[Record extracts — start]
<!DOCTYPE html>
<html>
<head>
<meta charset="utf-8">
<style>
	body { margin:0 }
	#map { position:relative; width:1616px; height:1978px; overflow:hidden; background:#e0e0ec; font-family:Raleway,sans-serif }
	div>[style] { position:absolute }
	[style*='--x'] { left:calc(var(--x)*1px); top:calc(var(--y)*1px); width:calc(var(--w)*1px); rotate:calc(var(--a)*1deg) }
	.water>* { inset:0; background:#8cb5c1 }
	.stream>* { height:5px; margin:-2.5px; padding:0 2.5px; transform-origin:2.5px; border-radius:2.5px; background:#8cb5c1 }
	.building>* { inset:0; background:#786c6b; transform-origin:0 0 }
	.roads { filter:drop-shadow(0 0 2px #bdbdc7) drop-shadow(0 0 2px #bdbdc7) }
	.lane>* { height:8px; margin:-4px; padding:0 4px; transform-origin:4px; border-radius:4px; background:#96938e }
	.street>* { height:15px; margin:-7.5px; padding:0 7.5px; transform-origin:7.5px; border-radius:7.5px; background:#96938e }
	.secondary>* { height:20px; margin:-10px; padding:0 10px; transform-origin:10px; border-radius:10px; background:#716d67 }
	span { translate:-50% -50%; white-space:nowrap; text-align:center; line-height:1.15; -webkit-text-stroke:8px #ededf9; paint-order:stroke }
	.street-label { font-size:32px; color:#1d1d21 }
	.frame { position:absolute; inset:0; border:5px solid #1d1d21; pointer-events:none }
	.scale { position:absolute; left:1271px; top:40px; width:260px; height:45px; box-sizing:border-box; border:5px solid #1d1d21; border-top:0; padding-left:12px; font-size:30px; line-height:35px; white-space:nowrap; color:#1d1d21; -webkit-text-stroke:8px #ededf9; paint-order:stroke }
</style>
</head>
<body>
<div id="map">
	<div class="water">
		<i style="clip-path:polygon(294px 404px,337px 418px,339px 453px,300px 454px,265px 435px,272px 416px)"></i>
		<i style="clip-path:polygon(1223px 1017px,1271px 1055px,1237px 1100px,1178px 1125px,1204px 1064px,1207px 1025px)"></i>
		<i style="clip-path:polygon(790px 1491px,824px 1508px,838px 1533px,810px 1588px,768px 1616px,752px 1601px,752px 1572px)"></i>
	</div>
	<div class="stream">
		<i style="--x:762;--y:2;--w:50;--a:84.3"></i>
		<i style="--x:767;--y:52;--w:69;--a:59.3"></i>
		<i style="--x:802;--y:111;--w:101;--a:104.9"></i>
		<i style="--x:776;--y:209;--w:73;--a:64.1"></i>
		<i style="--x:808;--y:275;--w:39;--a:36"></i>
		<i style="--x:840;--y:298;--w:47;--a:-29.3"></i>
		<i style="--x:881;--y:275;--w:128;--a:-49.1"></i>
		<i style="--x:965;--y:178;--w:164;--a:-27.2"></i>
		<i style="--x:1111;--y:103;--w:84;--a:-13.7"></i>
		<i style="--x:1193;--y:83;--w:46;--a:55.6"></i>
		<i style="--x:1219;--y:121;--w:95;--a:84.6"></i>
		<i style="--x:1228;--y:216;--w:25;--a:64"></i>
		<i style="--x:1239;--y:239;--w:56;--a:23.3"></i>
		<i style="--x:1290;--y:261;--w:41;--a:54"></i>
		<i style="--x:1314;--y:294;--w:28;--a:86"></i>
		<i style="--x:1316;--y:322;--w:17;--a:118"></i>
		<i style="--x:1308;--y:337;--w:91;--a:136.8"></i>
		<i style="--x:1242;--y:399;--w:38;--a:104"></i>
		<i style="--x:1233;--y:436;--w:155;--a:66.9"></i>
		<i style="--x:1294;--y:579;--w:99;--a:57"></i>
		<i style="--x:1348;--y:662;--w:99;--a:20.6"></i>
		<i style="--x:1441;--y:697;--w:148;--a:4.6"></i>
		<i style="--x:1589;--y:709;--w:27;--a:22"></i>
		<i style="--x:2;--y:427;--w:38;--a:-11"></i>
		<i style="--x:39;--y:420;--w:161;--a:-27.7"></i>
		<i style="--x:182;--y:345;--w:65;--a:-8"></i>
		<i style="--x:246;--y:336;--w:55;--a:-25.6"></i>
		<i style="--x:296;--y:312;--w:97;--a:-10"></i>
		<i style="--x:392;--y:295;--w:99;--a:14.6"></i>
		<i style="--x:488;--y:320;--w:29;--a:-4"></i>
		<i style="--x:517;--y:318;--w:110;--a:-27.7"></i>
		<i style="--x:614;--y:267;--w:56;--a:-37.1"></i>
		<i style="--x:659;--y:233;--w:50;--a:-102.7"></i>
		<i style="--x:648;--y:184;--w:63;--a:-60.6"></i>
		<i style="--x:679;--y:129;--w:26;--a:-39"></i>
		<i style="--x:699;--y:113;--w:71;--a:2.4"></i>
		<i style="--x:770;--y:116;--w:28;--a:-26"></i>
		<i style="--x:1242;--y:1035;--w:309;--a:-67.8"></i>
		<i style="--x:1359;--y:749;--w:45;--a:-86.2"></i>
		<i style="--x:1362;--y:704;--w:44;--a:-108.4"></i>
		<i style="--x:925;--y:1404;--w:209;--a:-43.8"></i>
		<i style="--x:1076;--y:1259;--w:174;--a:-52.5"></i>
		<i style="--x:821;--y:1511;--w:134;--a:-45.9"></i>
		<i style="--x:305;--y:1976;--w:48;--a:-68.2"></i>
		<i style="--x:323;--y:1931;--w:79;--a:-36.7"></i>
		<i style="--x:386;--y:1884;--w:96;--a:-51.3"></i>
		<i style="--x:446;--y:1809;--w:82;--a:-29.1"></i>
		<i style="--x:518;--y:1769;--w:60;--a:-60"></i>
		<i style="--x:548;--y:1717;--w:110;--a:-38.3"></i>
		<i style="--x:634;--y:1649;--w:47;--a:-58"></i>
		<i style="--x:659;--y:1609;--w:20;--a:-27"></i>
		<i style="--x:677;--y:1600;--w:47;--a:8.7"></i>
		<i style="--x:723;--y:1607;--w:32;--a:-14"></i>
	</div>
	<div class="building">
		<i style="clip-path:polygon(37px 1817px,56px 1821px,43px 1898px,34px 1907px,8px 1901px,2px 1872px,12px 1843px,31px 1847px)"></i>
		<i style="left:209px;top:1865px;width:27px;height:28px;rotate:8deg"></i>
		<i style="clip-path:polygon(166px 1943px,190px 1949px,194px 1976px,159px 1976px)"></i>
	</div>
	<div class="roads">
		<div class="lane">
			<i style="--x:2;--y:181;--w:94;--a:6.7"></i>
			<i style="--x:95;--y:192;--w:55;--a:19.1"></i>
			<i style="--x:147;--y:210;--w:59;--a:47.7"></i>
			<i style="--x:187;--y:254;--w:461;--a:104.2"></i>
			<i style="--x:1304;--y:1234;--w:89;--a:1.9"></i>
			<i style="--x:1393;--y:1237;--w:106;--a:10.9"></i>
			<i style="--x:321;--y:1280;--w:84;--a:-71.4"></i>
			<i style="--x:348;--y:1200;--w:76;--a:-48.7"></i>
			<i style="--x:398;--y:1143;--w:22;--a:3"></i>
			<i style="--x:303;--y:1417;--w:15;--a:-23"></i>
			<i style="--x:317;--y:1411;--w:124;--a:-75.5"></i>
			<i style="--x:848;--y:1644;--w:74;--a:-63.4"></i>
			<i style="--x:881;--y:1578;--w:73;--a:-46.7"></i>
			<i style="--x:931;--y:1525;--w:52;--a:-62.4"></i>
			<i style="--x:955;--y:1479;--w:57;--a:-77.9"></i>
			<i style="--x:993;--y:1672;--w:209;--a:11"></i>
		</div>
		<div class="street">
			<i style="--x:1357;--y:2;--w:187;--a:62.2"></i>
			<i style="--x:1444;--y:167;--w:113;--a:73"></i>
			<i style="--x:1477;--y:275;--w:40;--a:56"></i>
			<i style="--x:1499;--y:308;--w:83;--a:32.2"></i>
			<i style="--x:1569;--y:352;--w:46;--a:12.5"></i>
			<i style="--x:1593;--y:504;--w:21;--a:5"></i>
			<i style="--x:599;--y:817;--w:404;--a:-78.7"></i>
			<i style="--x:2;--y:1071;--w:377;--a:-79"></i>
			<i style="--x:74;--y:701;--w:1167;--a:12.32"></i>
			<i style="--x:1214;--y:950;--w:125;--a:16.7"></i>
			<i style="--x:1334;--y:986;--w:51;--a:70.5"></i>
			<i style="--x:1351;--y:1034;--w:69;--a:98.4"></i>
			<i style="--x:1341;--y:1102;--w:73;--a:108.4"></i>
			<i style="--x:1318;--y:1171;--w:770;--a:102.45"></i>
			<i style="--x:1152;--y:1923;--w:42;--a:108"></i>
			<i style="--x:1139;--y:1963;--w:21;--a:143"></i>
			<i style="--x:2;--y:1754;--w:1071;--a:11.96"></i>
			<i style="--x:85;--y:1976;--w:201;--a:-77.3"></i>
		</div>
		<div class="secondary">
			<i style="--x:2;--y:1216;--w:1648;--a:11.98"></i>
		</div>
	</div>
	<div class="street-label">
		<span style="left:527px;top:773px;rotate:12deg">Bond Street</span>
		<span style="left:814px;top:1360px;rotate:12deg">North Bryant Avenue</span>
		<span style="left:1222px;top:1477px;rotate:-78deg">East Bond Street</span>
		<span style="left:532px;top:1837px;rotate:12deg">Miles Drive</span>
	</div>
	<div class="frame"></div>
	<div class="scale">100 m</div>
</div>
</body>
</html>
[Record extracts — finish]
**Task statement**
Reproduce word for word only the first line of the listing above and each line after it through the line with "height:5px; margin:-2.5px; padding:0".

**Task solution**
<!DOCTYPE html>
<html>
<head>
<meta charset="utf-8">
<style>
	body { margin:0 }
	#map { position:relative; width:1616px; height:1978px; overflow:hidden; background:#e0e0ec; font-family:Raleway,sans-serif }
	div>[style] { position:absolute }
	[style*='--x'] { left:calc(var(--x)*1px); top:calc(var(--y)*1px); width:calc(var(--w)*1px); rotate:calc(var(--a)*1deg) }
	.water>* { inset:0; background:#8cb5c1 }
	.stream>* { height:5px; margin:-2.5px; padding:0 2.5px; transform-origin:2.5px; border-radius:2.5px; background:#8cb5c1 }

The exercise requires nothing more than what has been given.